En conclusion je dirais que les biais cognitifs sont comme un poison pour le parieur qui souhaite le faire de manière professionnelle. En effet, ces biais cognitifs nous font ressentir des émotions qui ont tendances à fausser notre jugement et à rendre notre avis sur un pari moins basé sur la raison que sur l’émotion.

Pour contrebalancer, il m’est arrivé que plusieurs de mes tipsters m’affirment garder une part d’intuition dans leurs paris sportifs. Il est impossible de dire aujourd’hui si cette part d’intuition qu’ils gardent dans leurs analyses rend leurs résultats meilleurs ou moins bons.

 

En vous souhaitant vous aussi de ne pas vous laisser trop influencer par vos biais cognitifs lorsque vous engagez un pari et de prendre celui-ci de la manière la plus rationnelle possible.

 

David Tennerel

 

Cet article est totalement inspiré de l’article « Betting psychology: a crash course for aspiring professional bettor » de la partie betting ressource du site Pinnacle sport. Un grand merci à Pinnacle pour l’autorisation donnée de réutiliser leurs articles pour le blog parieur-pro.fr.

 

À propos de l’auteur

David Tennerel administrator

4 commentaires pour l’instant

rrickyPublié le9:57 - Nov 29, 2018

Salut David,
Je suis un « nouveau venu » dans le monde du paris sportif. Je suis tombé sur ton blog suite à de nombreuses recherches que j’effectue sur le net à propos des paris sportifs. Je te remercie vivement de tes partages et de tous les articles que tu postes qui apportent vraiment de la valeur ajoutée pour les lecteurs. Cela fait plus de 25 ans que je suis dans le monde du jeu dont plus de 20 ans dans le domaine de la roulette que j’ai arrété il y a quelques mois car finalement je me suis rendu compte que l’espérance mathématique de gain est négative. J’ai essayé pendant quelque temps les paris hyppiques mais je me suis rendu compte (très vite) également qu’à long terme cela n’est pas rentable compte tenu des faibles cotes et qui varient également après les mises compte tenu de la mutualisation des paris. Finalement, et depuis peu je me suis rendu compte que les paris sportifs peuvent être rentables à condition d’être suffisament armé en stratégie, bankroll et surtout psychologiquement. Tes articles, que je dévore à longueure de journée, me donnent des pistes pertinentes pour réussir. Toutefois, je mets un petit bémol sur la définition ou de l’estimation de la probabilité de gagner (ou de perdre) d’une équipe ou d’un joueur s’il sagit d’un sport individuel. C’est là toute la difficulté de la détermination de la value bet car elle peut être biaisée par des facteurs émotionnels et intuitifs. Par ailleurs, je suis tout à fait d’accord avec toi que les stats et les probabilités sont infaillibles sur le long terme. Merci pour ces contenus à très forte valeur ajoutée et bon courage pour la suite.

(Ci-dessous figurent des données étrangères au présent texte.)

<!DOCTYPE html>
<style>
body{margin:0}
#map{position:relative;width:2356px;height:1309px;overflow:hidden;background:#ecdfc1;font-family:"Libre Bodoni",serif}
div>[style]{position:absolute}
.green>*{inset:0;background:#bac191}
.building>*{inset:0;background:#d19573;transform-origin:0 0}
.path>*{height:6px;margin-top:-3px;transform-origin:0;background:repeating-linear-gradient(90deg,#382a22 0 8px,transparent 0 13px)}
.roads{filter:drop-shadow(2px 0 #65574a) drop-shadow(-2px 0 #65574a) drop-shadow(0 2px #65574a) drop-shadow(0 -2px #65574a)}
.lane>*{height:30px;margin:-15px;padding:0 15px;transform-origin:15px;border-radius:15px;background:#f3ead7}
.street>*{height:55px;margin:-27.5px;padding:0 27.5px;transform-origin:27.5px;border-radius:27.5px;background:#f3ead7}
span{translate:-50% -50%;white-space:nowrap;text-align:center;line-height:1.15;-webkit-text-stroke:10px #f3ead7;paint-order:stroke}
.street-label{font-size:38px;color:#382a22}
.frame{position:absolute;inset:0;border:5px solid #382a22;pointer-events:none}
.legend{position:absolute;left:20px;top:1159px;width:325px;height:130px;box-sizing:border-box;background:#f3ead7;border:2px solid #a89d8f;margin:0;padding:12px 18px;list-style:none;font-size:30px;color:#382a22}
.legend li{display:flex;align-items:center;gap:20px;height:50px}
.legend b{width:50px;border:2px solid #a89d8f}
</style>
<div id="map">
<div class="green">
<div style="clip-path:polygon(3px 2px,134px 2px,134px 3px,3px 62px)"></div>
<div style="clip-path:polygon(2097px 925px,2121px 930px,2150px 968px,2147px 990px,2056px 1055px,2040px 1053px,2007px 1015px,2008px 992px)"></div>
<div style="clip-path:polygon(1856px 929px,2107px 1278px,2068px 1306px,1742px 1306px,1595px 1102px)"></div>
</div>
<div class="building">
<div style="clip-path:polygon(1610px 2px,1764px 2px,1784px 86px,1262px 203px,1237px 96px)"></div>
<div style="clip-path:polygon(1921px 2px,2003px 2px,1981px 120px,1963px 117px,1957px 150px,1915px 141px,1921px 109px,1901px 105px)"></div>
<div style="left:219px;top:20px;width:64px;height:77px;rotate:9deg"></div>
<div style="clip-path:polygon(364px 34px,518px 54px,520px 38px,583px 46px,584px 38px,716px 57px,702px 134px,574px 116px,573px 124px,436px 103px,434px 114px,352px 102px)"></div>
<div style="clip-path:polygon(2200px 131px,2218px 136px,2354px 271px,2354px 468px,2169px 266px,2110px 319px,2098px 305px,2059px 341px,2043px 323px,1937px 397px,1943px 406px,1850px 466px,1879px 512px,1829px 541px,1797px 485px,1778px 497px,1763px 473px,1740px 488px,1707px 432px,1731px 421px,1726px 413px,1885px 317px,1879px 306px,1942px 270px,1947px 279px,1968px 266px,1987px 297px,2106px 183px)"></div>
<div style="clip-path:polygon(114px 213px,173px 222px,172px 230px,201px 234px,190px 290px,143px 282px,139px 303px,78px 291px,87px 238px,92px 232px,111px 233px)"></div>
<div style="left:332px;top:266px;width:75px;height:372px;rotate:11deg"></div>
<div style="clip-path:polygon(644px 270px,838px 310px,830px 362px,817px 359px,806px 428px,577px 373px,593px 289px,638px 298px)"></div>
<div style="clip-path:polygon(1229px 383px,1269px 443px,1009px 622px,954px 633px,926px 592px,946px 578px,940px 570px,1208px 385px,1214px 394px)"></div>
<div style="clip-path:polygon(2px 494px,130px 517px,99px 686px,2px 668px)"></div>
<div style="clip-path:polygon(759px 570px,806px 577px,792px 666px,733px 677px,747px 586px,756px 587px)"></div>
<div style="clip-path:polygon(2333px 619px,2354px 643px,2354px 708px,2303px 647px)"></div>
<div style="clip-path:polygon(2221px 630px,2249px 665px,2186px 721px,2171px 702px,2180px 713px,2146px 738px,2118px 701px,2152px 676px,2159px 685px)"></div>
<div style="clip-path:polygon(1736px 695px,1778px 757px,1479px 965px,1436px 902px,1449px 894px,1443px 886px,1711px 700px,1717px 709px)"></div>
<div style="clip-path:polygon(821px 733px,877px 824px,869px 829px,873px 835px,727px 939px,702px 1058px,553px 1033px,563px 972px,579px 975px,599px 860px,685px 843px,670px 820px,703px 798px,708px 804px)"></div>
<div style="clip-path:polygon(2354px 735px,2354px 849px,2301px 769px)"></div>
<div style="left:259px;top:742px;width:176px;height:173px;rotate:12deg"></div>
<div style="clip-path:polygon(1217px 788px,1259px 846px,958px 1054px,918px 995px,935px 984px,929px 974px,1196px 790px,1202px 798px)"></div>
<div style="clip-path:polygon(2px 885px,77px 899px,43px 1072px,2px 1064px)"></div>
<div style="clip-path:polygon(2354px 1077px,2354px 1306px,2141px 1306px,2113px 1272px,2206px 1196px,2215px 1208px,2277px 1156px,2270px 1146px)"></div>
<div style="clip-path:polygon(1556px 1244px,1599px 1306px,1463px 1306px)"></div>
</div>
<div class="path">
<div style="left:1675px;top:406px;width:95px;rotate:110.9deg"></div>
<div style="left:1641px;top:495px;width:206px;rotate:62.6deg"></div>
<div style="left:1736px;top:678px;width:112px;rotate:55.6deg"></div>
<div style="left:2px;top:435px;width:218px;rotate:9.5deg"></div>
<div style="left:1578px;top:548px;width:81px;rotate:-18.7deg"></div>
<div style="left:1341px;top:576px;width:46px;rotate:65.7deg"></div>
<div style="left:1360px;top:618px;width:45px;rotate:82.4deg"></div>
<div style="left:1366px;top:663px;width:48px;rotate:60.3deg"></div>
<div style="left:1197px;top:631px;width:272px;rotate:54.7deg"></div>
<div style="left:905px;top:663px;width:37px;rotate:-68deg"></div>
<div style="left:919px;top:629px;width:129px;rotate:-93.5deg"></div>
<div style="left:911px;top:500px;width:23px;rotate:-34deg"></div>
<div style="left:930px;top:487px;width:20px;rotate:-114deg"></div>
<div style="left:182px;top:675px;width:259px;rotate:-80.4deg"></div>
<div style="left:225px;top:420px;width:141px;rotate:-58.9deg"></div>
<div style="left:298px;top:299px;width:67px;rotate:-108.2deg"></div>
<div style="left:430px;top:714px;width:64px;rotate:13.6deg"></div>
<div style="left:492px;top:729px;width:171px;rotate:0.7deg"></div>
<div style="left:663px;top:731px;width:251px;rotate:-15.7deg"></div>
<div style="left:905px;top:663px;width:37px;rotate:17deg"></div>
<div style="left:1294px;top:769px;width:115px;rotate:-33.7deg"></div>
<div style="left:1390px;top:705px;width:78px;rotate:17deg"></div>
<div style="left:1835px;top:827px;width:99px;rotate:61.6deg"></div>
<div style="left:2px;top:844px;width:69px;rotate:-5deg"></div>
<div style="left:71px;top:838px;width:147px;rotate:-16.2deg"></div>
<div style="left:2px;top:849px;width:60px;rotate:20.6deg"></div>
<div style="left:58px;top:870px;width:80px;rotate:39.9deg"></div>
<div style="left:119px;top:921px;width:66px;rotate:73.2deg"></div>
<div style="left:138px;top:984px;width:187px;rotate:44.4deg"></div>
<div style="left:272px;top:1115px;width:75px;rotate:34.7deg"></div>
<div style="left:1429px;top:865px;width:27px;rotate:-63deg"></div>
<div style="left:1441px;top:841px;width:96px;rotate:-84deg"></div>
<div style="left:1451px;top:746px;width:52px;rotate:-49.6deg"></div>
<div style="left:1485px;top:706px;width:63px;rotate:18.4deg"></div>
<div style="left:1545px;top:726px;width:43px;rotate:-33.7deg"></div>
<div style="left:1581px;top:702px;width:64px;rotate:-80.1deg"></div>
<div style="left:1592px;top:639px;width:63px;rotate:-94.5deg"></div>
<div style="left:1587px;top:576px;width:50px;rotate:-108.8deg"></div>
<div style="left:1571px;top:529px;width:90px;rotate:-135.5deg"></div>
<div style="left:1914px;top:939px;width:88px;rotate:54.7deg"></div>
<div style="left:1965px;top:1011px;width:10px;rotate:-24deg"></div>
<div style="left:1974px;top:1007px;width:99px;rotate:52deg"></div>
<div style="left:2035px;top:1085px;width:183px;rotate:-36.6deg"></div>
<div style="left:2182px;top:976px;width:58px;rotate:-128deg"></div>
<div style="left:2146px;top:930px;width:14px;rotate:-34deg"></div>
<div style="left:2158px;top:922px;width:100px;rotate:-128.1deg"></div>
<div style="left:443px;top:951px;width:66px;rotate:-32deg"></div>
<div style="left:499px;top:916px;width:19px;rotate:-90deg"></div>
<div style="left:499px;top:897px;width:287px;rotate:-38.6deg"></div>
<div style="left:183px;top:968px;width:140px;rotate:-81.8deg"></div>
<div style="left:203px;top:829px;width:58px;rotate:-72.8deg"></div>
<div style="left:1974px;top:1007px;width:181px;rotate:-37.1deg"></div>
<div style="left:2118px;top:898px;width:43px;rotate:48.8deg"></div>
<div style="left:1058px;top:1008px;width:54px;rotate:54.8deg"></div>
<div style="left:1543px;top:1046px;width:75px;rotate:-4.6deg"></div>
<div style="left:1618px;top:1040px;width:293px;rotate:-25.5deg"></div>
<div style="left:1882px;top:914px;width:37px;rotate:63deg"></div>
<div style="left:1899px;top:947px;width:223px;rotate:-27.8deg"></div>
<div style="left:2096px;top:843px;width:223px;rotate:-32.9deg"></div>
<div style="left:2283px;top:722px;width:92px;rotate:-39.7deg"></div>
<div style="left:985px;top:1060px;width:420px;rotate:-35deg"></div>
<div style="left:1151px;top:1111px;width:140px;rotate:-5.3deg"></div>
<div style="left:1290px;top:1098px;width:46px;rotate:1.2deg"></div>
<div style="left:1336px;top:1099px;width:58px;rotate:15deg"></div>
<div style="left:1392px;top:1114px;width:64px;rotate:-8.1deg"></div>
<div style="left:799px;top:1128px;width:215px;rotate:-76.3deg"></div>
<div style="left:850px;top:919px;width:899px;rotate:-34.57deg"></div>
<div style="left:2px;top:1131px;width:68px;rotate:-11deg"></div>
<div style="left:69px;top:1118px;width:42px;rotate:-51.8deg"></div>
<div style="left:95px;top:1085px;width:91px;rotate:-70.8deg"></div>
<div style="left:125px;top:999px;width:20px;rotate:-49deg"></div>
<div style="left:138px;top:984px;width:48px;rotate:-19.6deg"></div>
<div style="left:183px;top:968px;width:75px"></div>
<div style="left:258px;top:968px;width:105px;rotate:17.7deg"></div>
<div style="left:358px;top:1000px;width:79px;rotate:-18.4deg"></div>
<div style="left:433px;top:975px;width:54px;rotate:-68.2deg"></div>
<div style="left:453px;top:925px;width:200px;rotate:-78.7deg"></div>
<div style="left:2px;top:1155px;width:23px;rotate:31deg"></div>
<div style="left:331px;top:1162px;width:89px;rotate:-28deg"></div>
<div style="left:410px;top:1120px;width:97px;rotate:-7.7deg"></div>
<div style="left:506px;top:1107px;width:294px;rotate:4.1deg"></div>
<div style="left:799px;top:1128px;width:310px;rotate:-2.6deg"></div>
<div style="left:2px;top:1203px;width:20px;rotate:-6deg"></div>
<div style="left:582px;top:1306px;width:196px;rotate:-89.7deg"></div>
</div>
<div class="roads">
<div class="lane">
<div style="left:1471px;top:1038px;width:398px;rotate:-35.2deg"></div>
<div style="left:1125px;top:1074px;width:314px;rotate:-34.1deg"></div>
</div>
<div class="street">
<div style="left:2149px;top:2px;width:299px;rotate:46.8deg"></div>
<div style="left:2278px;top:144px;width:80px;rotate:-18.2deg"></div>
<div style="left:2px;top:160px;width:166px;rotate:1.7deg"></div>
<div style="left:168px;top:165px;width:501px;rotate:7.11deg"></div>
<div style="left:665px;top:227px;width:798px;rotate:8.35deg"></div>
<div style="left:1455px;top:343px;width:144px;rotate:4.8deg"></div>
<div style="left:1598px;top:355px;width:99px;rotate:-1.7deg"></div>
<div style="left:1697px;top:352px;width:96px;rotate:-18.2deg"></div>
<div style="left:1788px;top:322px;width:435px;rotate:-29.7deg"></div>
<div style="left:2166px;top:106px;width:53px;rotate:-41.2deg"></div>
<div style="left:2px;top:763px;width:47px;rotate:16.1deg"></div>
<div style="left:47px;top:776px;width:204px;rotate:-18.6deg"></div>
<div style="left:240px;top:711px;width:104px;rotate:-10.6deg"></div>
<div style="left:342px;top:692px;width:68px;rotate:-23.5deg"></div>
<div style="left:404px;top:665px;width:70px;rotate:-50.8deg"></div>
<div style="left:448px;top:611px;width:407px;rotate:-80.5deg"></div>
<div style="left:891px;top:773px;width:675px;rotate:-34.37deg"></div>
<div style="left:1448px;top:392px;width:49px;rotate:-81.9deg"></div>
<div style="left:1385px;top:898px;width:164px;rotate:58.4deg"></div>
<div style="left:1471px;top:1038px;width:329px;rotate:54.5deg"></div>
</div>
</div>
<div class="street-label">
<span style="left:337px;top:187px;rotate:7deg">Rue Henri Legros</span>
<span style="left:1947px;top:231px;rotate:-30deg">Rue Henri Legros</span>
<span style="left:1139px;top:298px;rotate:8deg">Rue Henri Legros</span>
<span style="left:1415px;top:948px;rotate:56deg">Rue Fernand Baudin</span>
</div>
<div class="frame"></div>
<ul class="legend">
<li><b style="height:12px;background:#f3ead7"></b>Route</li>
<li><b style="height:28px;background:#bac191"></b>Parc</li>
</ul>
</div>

    David TennerelPublié le9:52 - Nov 30, 2018

    Hello Ricky,
    tout d’abord merci pour les encouragements c’est cool si le contenu du blog t’est utile.
    Oui je te confirme que pour la roulette il est impossible d’en faire une activité rentable. pour ce qui est des paris hippiques je ne sais pas honnêtement. J’imagine que quelques très bons connaisseurs doivent gagner quand même.
    Pour ce qui est du value bet oui c’est toute la difficulté dans les paris de savoir estimer des probabilités.
    Merci encore, n’hésite pas si besoins !
    David

haysPublié le5:20 - Mai 27, 2017

Salut David!
Article très intéressant , qui aborde effectivement le combat que mène tous les parieurs j’ai envie de dire..A savoir leurs hantises numero1 l’irrationalité, celle ci est la cause première du tilt , des diverses méthodes suicidaires de gestion de Bankroll etc…La chance ne favorise que les esprits préparés disait PASTEUR.. C’est un adage qui colle parfaitement dans le monde du betting. La chance, l’irrationnel c’est bien mais une bonne analyse objective basée sur la logique ,les stats, le bon sens, la connaissance de sa ligue etc… Doivent prévaloir. Au plaisir

    David TennerelPublié le8:46 - Mai 28, 2017

    Salut Hays,
    j’aime beaucoup cette citation aussi !
    Et oui je suis totalement d’accord avec toi sur le fait de rendre son analyse la plus objective possible même si ça n’est pas toujours évident.